» **Problem details**: Find the lines of the material below that include the string "header", then copy each one.

========

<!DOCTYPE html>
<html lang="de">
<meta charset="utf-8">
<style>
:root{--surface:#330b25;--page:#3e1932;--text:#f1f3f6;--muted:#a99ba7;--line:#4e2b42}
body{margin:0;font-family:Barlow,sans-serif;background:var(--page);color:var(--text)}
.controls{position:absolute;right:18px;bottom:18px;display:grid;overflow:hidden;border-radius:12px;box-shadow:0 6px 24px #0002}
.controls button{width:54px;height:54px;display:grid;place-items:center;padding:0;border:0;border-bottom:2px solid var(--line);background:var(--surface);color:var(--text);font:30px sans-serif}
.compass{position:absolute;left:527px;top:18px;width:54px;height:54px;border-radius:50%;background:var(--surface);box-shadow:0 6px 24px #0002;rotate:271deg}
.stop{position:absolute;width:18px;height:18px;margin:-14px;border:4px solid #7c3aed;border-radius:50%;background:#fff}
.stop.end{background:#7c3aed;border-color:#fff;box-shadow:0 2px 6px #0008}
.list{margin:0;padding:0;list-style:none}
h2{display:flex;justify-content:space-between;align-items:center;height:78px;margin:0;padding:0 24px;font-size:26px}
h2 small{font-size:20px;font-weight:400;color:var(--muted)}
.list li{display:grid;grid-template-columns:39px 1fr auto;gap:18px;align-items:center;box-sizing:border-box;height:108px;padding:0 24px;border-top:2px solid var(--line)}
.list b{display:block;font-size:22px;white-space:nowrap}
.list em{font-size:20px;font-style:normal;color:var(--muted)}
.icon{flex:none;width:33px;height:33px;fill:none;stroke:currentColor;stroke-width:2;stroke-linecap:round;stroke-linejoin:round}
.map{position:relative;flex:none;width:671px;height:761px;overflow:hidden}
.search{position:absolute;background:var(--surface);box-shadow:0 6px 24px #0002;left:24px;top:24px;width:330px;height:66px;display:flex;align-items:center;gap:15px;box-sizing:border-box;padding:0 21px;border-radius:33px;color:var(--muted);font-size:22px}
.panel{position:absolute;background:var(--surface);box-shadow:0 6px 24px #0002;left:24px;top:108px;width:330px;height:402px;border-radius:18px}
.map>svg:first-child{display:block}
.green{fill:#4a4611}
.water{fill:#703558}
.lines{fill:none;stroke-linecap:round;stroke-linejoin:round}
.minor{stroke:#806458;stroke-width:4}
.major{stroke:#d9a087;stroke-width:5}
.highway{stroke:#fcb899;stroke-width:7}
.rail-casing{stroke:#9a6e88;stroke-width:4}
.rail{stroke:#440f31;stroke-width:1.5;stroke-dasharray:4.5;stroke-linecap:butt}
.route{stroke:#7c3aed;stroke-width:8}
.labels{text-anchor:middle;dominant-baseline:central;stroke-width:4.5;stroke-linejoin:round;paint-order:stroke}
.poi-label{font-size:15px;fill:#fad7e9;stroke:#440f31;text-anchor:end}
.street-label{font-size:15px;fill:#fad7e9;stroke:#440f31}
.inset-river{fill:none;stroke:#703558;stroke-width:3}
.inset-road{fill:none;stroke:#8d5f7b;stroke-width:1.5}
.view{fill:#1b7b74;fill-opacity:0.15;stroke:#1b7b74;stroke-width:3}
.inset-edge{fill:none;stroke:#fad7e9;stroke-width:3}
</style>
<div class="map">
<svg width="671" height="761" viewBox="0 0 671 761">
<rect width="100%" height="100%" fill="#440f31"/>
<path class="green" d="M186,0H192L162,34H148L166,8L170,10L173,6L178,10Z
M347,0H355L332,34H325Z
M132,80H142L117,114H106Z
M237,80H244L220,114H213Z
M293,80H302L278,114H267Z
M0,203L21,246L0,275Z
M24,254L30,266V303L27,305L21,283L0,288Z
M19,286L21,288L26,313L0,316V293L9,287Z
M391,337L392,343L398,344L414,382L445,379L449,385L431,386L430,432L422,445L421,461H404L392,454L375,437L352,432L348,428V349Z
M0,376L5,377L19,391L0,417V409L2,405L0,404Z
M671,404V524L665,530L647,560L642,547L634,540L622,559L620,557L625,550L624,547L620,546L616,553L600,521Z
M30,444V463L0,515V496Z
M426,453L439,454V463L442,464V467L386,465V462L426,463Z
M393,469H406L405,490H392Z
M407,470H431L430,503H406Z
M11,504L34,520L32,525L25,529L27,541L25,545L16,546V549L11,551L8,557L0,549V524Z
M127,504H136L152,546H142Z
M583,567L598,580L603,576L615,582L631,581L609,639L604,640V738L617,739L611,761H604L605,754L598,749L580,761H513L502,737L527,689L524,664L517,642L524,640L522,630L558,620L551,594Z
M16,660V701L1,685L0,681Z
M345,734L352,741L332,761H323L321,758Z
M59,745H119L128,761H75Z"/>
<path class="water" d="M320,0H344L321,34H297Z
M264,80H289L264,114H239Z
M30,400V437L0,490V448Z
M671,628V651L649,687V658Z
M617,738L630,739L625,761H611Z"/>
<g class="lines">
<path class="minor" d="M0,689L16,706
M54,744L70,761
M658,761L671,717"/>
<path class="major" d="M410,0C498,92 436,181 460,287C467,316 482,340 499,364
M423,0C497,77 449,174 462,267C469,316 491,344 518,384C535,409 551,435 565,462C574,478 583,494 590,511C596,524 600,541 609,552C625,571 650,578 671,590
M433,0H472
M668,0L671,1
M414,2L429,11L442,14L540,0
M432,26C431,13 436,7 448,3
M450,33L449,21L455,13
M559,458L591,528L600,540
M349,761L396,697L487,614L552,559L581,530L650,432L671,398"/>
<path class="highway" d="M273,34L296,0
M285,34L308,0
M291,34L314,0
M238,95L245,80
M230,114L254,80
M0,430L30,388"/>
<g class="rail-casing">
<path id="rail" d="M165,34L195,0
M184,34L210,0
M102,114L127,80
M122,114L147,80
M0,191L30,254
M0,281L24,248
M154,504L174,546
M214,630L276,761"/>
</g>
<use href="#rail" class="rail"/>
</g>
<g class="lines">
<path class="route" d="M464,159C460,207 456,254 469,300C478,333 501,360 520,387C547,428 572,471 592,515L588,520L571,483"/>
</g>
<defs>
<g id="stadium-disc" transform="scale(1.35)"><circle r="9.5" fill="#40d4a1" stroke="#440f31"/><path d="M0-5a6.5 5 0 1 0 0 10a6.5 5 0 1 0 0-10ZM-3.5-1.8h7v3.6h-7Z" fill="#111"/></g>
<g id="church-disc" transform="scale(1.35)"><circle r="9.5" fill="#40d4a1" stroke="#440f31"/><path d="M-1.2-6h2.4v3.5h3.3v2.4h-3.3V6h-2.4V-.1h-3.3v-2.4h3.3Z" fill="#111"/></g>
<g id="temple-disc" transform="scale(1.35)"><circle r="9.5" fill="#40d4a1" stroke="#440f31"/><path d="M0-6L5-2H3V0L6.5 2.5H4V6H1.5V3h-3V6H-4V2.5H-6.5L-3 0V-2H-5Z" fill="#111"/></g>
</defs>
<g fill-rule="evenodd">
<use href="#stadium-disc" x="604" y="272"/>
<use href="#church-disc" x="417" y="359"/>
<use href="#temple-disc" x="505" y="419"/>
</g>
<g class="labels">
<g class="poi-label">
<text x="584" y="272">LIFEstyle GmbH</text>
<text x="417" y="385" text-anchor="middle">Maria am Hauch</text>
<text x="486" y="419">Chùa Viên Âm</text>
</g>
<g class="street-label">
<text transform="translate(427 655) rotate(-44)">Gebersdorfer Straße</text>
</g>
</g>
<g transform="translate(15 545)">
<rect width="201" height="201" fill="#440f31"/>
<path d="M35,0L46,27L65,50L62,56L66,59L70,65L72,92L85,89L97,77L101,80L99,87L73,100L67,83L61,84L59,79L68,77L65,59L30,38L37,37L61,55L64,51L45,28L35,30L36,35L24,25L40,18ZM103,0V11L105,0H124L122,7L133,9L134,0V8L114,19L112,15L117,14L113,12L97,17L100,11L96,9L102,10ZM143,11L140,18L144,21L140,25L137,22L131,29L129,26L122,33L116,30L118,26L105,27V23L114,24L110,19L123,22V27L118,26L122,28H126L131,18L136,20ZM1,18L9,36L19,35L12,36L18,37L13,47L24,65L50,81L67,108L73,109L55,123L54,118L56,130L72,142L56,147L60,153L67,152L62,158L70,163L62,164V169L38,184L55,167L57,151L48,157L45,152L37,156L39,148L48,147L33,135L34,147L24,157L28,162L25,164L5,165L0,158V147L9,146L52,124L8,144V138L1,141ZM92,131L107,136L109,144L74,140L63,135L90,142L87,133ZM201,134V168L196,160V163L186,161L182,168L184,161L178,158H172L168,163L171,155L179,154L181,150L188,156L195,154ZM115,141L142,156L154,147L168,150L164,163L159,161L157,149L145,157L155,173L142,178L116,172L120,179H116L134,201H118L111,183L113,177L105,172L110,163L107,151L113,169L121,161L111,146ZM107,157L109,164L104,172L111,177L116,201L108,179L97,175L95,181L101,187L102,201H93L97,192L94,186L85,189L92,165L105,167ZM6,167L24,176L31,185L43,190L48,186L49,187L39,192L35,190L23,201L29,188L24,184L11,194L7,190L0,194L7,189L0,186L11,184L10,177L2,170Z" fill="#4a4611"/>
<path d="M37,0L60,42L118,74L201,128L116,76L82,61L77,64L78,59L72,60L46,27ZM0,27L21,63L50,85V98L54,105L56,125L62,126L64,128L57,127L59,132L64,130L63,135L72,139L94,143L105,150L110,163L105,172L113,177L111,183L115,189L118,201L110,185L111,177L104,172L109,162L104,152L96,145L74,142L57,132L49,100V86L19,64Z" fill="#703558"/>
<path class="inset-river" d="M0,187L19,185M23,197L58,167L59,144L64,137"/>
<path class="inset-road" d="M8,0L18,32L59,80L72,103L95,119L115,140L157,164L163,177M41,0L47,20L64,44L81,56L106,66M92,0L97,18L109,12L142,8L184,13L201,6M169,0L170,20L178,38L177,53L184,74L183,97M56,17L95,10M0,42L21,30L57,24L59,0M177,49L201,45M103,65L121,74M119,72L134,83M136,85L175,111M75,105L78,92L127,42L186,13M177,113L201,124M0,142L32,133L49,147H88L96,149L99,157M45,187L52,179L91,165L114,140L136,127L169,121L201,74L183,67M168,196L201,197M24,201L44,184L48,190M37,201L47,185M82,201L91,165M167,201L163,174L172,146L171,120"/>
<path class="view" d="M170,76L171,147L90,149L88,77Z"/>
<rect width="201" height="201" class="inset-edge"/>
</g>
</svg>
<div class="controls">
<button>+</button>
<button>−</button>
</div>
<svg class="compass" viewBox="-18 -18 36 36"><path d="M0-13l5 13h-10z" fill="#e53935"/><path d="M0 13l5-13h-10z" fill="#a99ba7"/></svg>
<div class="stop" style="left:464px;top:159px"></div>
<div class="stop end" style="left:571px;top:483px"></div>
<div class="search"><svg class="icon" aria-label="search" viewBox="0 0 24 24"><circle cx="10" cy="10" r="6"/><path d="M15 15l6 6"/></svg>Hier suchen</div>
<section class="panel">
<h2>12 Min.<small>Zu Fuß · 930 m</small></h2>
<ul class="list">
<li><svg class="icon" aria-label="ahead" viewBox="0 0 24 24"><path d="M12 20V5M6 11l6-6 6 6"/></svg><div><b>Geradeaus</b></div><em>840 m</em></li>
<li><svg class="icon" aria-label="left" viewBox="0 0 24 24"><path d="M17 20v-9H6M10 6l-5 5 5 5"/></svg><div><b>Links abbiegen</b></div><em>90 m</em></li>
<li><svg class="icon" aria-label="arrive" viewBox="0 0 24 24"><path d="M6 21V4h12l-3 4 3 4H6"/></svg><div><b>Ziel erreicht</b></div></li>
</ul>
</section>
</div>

========

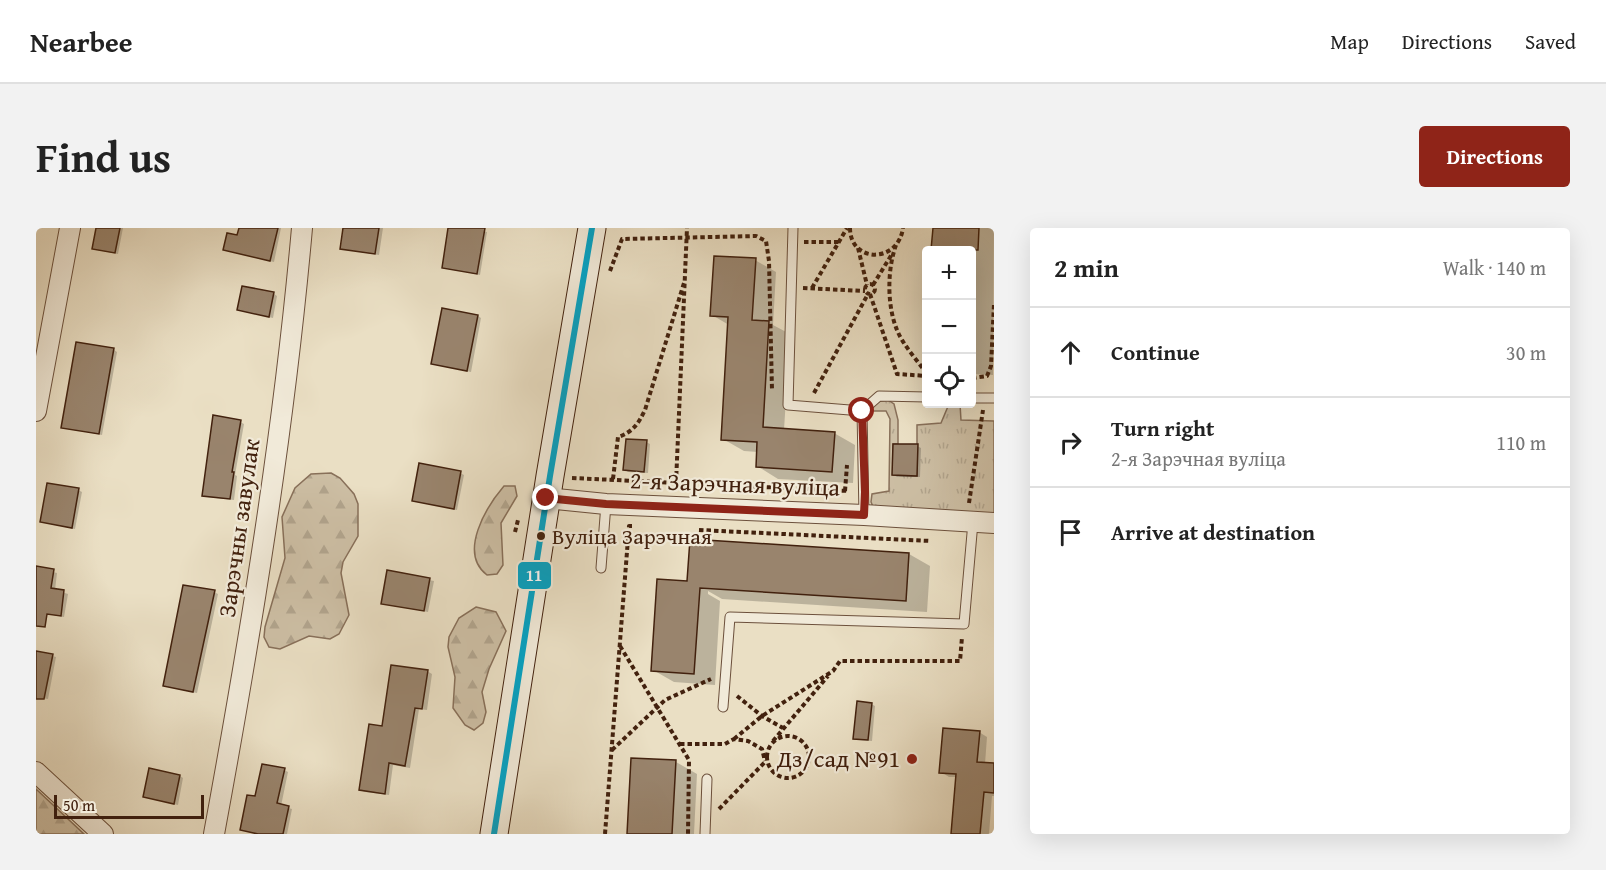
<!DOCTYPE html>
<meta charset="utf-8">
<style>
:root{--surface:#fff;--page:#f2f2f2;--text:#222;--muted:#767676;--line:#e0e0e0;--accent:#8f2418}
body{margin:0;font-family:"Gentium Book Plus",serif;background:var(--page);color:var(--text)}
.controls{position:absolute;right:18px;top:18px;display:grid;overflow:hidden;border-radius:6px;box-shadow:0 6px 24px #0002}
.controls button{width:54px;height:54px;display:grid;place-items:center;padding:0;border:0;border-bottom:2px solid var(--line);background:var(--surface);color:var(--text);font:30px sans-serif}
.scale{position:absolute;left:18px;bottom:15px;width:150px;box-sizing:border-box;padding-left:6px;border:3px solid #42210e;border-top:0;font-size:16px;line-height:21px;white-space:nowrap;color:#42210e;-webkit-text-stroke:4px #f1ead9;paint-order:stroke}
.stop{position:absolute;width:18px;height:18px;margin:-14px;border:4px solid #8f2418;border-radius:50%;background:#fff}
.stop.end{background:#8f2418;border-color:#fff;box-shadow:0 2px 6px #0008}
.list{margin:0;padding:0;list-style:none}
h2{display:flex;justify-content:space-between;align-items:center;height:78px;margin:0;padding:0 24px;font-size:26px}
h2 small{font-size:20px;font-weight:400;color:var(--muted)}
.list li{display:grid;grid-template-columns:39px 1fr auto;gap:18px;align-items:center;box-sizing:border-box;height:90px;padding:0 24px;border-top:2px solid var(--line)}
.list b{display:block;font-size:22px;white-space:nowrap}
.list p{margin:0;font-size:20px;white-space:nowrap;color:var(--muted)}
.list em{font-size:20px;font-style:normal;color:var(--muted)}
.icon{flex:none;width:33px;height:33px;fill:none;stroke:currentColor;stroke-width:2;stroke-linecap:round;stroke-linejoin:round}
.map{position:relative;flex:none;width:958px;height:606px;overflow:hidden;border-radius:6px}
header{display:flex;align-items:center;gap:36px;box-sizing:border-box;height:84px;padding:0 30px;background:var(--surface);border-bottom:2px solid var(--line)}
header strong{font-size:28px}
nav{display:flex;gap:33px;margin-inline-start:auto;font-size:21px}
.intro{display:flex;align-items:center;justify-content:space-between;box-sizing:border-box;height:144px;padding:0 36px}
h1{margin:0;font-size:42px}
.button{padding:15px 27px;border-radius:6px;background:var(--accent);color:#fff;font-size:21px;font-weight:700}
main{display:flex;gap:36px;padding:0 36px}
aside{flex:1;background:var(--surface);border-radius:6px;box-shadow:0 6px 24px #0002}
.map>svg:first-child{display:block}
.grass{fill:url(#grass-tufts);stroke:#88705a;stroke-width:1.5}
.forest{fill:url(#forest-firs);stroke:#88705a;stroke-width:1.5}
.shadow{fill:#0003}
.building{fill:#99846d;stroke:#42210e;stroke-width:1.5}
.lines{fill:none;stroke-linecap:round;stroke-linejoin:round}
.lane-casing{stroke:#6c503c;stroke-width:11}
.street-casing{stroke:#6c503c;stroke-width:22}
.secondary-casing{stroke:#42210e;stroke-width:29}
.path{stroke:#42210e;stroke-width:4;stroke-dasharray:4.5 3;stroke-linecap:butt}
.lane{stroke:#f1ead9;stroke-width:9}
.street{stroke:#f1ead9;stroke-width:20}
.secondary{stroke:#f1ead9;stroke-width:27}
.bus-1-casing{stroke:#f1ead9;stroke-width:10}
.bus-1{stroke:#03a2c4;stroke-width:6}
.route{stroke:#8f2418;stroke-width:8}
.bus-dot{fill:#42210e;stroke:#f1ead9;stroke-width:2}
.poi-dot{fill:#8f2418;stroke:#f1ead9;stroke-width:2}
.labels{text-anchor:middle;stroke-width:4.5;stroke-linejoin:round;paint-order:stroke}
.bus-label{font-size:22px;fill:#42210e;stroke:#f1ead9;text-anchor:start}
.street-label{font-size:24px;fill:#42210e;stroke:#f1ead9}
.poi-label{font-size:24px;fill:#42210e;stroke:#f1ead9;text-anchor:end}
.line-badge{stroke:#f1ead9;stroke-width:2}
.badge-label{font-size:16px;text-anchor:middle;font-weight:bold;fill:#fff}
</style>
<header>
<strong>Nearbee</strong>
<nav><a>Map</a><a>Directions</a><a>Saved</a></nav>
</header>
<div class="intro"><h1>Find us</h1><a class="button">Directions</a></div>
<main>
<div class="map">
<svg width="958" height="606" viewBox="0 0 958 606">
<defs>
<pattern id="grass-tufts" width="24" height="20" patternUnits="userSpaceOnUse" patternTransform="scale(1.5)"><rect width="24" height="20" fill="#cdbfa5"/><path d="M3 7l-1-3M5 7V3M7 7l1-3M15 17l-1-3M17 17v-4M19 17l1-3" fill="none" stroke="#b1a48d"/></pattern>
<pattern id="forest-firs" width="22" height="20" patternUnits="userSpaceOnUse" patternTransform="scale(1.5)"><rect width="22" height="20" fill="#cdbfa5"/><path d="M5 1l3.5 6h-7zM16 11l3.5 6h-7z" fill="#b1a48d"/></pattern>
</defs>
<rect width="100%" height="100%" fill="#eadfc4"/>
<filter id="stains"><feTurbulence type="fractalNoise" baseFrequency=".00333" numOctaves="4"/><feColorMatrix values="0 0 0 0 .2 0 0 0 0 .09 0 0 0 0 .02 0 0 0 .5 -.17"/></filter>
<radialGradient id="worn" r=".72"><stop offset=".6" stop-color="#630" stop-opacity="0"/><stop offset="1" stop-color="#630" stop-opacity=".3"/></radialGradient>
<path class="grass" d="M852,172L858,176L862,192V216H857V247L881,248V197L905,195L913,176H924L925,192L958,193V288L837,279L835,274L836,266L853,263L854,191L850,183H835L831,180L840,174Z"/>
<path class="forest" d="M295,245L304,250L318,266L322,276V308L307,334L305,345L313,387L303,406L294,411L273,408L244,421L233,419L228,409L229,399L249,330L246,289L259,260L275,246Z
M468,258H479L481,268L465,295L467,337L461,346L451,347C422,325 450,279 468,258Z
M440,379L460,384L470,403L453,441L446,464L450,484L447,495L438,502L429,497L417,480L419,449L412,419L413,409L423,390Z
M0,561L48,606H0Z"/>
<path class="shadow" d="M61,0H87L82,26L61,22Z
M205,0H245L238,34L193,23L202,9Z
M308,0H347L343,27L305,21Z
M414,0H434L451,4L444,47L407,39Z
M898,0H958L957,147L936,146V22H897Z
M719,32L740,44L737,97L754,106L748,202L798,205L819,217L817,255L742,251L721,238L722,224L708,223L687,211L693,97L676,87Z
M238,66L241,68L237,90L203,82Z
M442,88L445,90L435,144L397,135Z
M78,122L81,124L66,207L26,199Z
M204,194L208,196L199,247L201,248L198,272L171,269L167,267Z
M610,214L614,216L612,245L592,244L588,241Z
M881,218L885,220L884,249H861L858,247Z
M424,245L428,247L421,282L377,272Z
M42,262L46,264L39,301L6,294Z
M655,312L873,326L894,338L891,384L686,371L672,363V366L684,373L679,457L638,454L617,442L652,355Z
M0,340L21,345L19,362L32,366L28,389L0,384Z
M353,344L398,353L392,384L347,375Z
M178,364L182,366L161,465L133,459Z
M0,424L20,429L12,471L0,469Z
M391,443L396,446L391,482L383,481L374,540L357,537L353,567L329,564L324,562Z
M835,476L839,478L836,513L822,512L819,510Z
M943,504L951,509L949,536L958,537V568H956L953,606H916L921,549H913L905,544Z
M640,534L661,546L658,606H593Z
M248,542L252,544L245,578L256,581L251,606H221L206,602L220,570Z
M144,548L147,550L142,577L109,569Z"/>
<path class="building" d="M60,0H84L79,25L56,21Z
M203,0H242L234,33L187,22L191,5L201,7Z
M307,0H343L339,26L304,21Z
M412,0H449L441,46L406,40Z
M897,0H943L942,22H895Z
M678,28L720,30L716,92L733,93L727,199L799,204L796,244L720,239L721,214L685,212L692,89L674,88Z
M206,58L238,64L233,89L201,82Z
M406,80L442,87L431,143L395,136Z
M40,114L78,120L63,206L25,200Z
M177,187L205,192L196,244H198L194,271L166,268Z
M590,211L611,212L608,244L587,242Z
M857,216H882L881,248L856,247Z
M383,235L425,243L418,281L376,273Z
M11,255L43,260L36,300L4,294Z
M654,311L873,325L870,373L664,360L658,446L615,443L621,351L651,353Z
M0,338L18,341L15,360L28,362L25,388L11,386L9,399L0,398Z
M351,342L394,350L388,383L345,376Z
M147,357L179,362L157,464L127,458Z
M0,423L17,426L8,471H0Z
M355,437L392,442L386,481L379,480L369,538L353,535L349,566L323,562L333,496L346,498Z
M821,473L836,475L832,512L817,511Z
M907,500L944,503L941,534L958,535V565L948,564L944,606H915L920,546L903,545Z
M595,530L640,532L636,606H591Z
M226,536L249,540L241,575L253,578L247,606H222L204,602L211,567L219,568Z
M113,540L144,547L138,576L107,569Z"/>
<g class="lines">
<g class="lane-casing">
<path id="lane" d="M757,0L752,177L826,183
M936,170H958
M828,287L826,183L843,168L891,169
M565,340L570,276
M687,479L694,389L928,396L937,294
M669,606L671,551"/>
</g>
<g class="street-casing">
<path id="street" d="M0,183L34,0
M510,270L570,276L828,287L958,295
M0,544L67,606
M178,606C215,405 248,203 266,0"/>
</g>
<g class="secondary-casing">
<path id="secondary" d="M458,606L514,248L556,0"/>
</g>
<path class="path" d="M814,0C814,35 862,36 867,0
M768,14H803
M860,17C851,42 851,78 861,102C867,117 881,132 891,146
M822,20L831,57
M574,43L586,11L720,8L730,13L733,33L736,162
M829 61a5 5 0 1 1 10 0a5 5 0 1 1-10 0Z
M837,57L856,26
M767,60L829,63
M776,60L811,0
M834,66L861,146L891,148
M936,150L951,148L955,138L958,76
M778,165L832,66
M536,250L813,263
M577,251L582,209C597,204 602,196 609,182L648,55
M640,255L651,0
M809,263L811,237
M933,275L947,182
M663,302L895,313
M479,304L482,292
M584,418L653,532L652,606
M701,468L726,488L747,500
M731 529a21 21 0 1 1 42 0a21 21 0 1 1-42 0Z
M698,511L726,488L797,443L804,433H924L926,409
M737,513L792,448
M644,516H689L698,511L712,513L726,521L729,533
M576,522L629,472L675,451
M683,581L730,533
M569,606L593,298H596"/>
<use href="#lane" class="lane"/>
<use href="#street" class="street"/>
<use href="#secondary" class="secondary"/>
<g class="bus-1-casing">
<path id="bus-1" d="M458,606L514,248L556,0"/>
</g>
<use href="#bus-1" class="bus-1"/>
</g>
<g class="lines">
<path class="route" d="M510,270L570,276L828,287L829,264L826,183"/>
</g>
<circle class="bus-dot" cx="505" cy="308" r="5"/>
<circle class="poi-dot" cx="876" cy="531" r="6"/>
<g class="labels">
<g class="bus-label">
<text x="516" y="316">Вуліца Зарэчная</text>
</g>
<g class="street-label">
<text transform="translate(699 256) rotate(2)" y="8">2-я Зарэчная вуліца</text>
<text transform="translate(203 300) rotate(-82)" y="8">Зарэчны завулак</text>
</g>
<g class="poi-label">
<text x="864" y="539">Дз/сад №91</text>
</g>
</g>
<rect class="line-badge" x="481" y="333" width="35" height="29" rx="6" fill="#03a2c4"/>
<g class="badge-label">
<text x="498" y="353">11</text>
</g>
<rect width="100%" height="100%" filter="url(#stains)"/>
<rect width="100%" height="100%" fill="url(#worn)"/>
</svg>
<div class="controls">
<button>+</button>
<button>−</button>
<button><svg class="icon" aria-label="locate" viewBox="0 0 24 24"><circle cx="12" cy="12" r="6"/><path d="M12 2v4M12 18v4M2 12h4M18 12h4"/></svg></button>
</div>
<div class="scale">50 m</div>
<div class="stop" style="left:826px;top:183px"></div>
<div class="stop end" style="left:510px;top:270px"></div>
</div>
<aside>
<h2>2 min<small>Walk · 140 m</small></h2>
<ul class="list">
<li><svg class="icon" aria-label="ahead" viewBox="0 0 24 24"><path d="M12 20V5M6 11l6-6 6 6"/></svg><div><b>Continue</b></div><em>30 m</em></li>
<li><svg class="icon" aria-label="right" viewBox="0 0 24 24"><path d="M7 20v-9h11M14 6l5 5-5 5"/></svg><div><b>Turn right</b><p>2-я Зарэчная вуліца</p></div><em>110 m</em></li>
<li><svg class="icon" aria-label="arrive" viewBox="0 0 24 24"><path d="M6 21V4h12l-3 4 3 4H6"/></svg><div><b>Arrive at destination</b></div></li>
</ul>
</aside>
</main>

========

» **Answer to the problem**:
header{display:flex;align-items:center;gap:36px;box-sizing:border-box;height:84px;padding:0 30px;background:var(--surface);border-bottom:2px solid var(--line)}
header strong{font-size:28px}
<header>
</header>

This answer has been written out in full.